On It’s a Corporate World, Detroit duo Dale Earnhardt Jr.
Jr. make good on the promises made on 2010’s Horsepower EP with an album of bittersweet, electronic indie pop.
Filled with layers of vocal harmonies, downtempo drums, and innocent melodies, the pair’s full-length debut makes for an interesting summer record, tempering that carefree summer feeling with an underlying sadness.
This makes for a record that’s not so much for the beach as it is for those odd rainy days spent inside, hoping that the weather breaks.
Lending to this feeling is how wonderfully understated the songwriting is.
While the band is most definitely a studio project, they’ve managed to avoid overcooking the album.
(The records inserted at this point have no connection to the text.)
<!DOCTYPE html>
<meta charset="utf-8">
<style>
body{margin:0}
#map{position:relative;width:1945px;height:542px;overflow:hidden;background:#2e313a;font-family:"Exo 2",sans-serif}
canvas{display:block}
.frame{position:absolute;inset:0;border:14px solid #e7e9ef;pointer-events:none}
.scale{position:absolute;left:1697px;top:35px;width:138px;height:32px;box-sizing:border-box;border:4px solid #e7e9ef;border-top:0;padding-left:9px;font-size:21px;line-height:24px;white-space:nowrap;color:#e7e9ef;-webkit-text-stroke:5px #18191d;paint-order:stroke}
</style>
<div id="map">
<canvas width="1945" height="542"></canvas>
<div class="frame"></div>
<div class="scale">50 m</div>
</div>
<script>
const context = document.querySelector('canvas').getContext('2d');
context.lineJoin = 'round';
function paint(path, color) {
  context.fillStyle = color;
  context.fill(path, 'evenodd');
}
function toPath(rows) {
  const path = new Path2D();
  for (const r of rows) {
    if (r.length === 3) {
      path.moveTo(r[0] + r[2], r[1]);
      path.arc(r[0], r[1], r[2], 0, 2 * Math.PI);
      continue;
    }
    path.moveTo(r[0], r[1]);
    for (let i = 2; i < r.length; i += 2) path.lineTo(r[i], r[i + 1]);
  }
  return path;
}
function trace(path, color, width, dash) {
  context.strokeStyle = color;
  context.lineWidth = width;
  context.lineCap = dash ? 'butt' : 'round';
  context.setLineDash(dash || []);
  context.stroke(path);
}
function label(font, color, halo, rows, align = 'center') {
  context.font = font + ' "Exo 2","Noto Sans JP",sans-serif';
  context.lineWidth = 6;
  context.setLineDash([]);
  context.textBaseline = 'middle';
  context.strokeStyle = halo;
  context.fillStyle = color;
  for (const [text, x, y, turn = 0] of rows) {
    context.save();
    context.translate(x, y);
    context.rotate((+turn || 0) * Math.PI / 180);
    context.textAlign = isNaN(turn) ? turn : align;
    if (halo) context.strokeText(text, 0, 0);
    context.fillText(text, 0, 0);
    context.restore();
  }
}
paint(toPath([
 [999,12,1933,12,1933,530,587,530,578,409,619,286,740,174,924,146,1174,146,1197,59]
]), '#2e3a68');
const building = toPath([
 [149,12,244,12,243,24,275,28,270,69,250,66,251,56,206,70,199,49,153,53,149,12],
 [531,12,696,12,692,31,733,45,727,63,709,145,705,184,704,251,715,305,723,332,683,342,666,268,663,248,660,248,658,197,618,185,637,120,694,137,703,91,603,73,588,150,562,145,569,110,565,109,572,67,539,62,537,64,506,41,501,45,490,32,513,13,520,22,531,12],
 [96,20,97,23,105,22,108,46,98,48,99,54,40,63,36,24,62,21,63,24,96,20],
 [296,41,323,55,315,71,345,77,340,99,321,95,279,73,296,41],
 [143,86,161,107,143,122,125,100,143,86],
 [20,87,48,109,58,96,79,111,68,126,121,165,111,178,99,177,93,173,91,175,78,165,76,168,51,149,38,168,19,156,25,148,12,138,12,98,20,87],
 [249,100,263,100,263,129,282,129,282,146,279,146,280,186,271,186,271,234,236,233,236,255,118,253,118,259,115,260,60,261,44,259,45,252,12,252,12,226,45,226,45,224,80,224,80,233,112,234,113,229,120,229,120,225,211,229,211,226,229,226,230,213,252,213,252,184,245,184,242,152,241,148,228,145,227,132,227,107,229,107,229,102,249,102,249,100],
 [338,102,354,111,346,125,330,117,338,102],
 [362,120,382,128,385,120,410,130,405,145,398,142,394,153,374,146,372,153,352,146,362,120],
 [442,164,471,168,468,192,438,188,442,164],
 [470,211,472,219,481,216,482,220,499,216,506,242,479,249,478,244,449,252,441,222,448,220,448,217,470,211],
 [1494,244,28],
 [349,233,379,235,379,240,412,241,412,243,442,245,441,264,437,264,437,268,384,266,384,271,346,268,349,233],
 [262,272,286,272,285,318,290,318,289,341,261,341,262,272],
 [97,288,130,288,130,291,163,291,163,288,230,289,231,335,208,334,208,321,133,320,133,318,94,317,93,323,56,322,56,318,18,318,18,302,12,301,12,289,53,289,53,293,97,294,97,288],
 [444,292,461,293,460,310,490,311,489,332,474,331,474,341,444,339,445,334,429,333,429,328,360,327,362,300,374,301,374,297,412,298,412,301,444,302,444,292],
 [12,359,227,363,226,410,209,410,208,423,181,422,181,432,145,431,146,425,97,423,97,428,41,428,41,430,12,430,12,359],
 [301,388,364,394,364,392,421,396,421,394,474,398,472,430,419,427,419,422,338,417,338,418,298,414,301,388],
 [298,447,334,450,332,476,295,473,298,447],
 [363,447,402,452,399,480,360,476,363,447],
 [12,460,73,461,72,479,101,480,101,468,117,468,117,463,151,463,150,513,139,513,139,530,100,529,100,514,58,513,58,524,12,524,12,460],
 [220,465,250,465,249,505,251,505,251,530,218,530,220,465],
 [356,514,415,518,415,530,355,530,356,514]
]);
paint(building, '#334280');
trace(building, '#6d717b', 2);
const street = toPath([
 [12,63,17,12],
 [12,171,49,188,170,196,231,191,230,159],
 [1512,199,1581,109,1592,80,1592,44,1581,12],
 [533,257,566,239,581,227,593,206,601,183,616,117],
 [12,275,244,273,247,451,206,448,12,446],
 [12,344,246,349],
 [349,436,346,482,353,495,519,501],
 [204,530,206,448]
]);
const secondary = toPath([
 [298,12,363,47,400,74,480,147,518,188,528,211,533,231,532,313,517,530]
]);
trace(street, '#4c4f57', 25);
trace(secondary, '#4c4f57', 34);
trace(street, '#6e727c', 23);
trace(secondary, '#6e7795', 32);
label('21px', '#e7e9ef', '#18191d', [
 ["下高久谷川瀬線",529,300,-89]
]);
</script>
The songs are assembled in such a minimal way that everything seems to really matter, with every detail lovingly put into place with a knack for melody that evokes Paul Simon and Paul McCartney, combing the two icons' styles beautifully on songs like the breezy “Simple Girl” and the titular track “It’s a Corporate World.” This simple construction allows the individual elements of each track to shine through, giving things like the gentle, thumping drums and lonely synthesizers of “Nothing But Our Love” to stand on their own for the listener to appreciate and absorb rather than being lost in the mix under five-dozen tracks of swirling electronic wizardry.
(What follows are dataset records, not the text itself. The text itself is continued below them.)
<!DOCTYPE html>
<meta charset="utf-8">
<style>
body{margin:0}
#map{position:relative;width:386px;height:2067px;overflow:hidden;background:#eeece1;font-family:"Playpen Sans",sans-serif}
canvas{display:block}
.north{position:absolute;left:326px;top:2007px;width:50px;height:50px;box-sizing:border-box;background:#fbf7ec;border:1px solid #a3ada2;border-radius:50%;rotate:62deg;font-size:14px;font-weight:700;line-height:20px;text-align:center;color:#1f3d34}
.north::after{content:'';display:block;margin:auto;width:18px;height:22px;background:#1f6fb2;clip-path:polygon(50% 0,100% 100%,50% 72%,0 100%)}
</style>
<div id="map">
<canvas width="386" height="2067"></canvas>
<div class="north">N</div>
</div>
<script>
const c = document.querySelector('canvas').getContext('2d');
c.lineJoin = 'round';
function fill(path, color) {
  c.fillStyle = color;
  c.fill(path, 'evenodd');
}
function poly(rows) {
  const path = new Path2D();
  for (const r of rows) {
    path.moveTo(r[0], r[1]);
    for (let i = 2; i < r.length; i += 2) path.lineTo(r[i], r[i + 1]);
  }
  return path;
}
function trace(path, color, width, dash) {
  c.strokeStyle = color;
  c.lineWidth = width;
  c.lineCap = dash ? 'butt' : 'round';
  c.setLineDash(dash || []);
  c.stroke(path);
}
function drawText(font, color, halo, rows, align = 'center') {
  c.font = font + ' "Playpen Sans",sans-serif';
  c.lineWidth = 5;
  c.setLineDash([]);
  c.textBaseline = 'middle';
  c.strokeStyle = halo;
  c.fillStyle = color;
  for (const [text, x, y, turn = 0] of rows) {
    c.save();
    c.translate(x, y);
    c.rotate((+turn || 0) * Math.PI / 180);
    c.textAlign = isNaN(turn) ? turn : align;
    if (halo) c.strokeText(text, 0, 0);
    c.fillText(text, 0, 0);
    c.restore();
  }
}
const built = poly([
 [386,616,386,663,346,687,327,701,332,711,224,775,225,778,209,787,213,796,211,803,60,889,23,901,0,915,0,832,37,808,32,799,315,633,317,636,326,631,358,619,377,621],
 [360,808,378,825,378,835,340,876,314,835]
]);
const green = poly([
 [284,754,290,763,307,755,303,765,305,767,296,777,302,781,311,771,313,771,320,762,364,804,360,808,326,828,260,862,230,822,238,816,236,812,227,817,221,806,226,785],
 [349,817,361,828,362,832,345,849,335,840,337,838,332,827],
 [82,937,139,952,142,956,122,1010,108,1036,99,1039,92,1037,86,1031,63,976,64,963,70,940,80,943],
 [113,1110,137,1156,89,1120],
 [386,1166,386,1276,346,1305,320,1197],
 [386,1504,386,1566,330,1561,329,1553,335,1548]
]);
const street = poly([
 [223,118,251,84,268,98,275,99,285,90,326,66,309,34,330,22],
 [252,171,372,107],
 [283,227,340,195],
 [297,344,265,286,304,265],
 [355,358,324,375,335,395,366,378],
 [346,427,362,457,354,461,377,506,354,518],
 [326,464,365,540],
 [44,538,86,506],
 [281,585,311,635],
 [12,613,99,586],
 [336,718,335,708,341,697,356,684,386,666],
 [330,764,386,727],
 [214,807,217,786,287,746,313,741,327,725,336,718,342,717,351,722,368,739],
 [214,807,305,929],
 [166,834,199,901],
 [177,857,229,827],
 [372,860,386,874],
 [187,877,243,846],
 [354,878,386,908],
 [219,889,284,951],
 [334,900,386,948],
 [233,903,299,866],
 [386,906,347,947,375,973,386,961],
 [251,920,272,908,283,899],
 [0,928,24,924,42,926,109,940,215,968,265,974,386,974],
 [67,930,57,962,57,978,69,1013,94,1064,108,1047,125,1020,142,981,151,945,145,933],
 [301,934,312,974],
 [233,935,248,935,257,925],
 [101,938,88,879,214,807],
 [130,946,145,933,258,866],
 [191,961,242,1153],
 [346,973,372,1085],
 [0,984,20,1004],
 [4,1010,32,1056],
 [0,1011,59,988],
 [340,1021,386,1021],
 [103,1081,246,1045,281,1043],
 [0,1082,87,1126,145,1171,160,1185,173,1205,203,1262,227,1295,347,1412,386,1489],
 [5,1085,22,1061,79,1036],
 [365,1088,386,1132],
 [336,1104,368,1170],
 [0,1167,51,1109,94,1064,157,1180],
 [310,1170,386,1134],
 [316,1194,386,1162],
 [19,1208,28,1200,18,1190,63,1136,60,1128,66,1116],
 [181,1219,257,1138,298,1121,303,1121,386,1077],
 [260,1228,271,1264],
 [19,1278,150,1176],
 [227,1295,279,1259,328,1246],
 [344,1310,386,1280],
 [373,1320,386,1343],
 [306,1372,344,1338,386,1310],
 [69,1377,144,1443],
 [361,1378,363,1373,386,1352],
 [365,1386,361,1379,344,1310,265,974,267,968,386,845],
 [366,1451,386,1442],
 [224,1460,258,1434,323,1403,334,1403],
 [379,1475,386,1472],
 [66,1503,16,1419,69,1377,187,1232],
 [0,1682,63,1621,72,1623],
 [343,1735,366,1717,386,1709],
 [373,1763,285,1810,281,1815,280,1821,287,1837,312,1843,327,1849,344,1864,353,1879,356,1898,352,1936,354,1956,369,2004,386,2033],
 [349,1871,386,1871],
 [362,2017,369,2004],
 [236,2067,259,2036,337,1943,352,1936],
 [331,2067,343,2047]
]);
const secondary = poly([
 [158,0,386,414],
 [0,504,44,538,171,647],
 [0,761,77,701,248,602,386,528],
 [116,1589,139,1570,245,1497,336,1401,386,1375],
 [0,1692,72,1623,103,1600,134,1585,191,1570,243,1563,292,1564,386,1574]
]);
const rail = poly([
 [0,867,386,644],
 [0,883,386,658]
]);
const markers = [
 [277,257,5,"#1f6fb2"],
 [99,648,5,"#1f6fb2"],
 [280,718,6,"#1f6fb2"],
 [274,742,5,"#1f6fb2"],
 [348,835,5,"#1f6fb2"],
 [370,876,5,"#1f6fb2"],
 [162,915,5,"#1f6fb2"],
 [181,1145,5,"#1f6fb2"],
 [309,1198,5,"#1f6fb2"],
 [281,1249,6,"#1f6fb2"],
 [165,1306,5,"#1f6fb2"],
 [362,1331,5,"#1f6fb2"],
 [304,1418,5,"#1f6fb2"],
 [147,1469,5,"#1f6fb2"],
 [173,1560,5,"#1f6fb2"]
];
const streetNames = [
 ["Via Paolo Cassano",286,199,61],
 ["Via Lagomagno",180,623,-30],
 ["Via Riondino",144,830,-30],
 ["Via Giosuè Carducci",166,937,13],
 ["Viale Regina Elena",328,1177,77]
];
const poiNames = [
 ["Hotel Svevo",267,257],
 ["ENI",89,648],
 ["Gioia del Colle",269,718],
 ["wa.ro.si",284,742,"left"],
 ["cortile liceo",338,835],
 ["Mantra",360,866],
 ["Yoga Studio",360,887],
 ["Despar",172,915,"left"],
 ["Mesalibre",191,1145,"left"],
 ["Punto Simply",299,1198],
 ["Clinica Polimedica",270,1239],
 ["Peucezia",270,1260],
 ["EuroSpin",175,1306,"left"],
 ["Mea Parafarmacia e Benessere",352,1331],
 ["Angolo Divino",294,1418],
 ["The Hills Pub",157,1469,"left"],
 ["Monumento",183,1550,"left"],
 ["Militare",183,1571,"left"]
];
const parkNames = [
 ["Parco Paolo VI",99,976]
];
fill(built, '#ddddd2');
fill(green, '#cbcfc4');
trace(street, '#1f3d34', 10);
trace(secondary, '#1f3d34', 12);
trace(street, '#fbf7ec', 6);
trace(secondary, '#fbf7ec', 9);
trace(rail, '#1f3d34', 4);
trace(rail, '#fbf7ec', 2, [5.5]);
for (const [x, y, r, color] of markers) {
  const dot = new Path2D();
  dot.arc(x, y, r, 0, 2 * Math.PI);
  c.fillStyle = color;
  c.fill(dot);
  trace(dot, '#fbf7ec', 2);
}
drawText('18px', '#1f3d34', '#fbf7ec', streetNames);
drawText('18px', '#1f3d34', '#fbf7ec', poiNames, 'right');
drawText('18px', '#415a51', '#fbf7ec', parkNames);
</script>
This kind of restraint has become increasingly rare in electronic music, where the amount of layers that can be added to a song is only limited by time and imagination, but it’s crucial to Dale Earnhardt Jr.
Jr.’s charm, which might have been lost in a busier album.
With such a terrific combination of depth, melody, and out-and-out charm, It’s a Corporate World is the perfect summer jam for anyone who spends more time wearing headphones than swim trunks.